Turkish Online Journal of Distance Education-TOJDE January 2005 ISSN 1302-6488 Volume :6 Number: 1

Interactive Multimedia in Education and Training
Sanjaya Mishra , Ramesh C. Sharma
Indira Gandhi National Open University, India
Idea Group Publishing, ISBN 1-59140-393-6, Hard Cover; 434 pages, 2004, $84.95


Interactive Multimedia in Education and Training emerges out of the need to share information and knowledge on the research and practices of using multimedia in various educational settings. The book discusses issues related to planning, designing and development of interactive multimedia in a persuasive tone and style, offering rich research data. Roles and application of multimedia in different education and training contexts are highlighted, as are case studies of multimedia development and use, including areas such as language learning, cartography, engineering education, health sciences, and others. Authors of various chapters report on their experiences of designing multimedia materials that are pedagogically appropriate and suitable to the cognitive abilities of the target groups.

There have been many experiments and innovations in the field of education and training regarding knowledge delivery. From face-to-face to virtual education, different technologies have played great roles at different times. In the last two decades, due to the advent of computer technologies, information delivery has got new meaning. Development, access, and transfer of text, sound, and video data have given a unique face to classrooms, libraries, and training and resource centers, in the form of interactive multimedia programs.

Interactive multimedia as a subject/topic is still in its stage of infancy, which excites and attracts educational technologists. However, design and development of an interactive multimedia program is a complex task involving a team of experts, including content provider(s), multimedia developer(s), graphic designer(s), and, of course, the instructional designer(s), who most of the time plays the role of a project manager as well. This book is not about multimedia development, but the subject matter delves into the complex issue of planning, guiding, and designing multimedia from the instructional perspective. As such, we address pedagogical issues, applications, and effectiveness.

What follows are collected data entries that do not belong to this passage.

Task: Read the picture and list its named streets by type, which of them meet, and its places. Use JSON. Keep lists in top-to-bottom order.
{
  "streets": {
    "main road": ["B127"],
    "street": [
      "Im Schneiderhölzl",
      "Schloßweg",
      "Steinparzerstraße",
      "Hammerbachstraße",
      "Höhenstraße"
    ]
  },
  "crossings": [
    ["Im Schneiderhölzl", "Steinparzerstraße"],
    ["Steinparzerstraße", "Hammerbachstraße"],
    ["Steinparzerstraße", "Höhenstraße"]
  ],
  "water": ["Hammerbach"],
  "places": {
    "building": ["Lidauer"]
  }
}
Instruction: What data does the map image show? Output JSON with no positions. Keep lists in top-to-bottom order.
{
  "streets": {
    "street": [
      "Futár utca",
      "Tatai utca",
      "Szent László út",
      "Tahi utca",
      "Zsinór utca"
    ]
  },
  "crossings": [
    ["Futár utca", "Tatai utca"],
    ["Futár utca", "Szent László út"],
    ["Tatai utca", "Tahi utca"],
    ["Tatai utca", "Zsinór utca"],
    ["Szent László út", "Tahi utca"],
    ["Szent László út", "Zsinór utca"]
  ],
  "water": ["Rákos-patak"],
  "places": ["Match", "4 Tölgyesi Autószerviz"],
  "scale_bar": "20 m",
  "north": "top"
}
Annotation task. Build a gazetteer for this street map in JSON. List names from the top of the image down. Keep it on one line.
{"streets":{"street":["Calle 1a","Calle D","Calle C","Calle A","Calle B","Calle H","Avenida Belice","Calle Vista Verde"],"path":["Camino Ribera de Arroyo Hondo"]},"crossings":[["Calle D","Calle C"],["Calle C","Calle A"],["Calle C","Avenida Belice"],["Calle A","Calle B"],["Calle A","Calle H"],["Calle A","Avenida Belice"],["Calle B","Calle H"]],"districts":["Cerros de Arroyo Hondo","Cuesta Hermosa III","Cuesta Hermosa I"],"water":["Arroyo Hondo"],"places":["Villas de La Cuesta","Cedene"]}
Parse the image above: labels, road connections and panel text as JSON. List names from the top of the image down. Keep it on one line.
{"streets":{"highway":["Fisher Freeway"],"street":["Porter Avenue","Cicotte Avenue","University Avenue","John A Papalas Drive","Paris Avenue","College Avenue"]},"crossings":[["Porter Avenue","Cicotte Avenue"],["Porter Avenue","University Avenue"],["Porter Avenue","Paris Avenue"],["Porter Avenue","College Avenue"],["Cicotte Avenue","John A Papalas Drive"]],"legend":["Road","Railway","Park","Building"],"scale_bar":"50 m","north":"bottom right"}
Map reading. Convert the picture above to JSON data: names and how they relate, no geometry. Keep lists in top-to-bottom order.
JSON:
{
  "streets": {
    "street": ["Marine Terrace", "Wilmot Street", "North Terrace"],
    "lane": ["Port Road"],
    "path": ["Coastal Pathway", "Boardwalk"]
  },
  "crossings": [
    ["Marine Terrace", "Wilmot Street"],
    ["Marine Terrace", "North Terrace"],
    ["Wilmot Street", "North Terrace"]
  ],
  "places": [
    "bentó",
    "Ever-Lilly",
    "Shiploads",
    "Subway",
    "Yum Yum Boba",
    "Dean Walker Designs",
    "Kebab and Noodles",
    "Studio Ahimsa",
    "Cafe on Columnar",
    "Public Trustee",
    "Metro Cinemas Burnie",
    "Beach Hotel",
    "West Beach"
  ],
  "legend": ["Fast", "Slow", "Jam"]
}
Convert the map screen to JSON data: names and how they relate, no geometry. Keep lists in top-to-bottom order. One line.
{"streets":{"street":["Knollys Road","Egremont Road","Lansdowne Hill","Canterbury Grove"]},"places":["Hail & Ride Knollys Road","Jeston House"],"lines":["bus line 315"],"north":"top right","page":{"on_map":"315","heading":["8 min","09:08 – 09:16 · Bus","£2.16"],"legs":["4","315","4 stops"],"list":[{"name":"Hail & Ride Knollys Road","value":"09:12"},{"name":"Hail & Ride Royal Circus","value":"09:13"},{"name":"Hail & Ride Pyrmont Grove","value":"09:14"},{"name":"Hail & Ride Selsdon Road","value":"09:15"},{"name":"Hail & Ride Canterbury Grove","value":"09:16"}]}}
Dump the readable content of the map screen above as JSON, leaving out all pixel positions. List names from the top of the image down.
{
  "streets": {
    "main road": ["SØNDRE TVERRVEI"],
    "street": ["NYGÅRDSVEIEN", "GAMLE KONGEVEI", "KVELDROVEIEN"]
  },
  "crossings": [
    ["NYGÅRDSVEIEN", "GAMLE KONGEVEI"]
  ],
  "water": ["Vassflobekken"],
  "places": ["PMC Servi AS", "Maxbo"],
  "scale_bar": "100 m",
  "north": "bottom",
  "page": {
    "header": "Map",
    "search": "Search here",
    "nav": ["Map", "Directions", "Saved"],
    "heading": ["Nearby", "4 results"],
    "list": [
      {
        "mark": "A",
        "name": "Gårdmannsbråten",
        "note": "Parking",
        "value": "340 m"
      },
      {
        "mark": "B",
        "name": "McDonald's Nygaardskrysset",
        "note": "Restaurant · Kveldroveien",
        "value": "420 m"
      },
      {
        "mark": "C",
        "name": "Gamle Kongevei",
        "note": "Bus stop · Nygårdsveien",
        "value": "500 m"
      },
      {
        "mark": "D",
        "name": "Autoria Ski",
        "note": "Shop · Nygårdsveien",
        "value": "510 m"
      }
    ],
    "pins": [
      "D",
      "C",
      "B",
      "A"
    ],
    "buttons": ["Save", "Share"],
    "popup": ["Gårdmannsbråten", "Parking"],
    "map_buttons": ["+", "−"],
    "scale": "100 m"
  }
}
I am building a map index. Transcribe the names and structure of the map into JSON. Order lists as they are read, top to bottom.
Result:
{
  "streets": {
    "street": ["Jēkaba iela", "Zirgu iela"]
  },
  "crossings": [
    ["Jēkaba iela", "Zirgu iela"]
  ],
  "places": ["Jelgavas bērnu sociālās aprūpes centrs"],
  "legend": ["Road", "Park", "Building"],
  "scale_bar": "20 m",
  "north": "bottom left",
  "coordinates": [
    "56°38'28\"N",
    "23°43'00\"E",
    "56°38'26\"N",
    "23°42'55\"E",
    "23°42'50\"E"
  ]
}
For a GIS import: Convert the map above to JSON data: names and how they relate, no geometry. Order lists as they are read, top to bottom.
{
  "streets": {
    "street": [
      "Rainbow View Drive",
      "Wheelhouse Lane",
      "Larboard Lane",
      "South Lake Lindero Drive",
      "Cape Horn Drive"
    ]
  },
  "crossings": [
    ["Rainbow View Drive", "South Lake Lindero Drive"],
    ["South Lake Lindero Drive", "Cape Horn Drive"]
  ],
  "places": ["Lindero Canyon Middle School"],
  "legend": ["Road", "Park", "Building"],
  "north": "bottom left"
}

Multimedia has been defined in a number of ways. It is not our intention here to go into the details of these definitions. But, in order to clarify the use of the term in the context of the book, we would prefer to quote a few of them:

Definition 1: “Multimedia is the combination of a variety of communication channels into a co-ordinated communicative experience for which an integrated cross-channel language of interpretation does not exist” (Elsom-Cook, 2001).

This definition gives way for two approaches—one that is termed the “multiple-media” utilization, and the other in which a combination of different channels acquires unification as a medium. The latter approach leads us to the next definition:

Definition 2: “… multimedia can be defined as an integration of multiple media elements (audio, video, graphics, text, animation, etc.) into one synergetic and symbiotic whole that results in more benefits for the end user than any one of the media elements can provide individually” (Reddi, 2003).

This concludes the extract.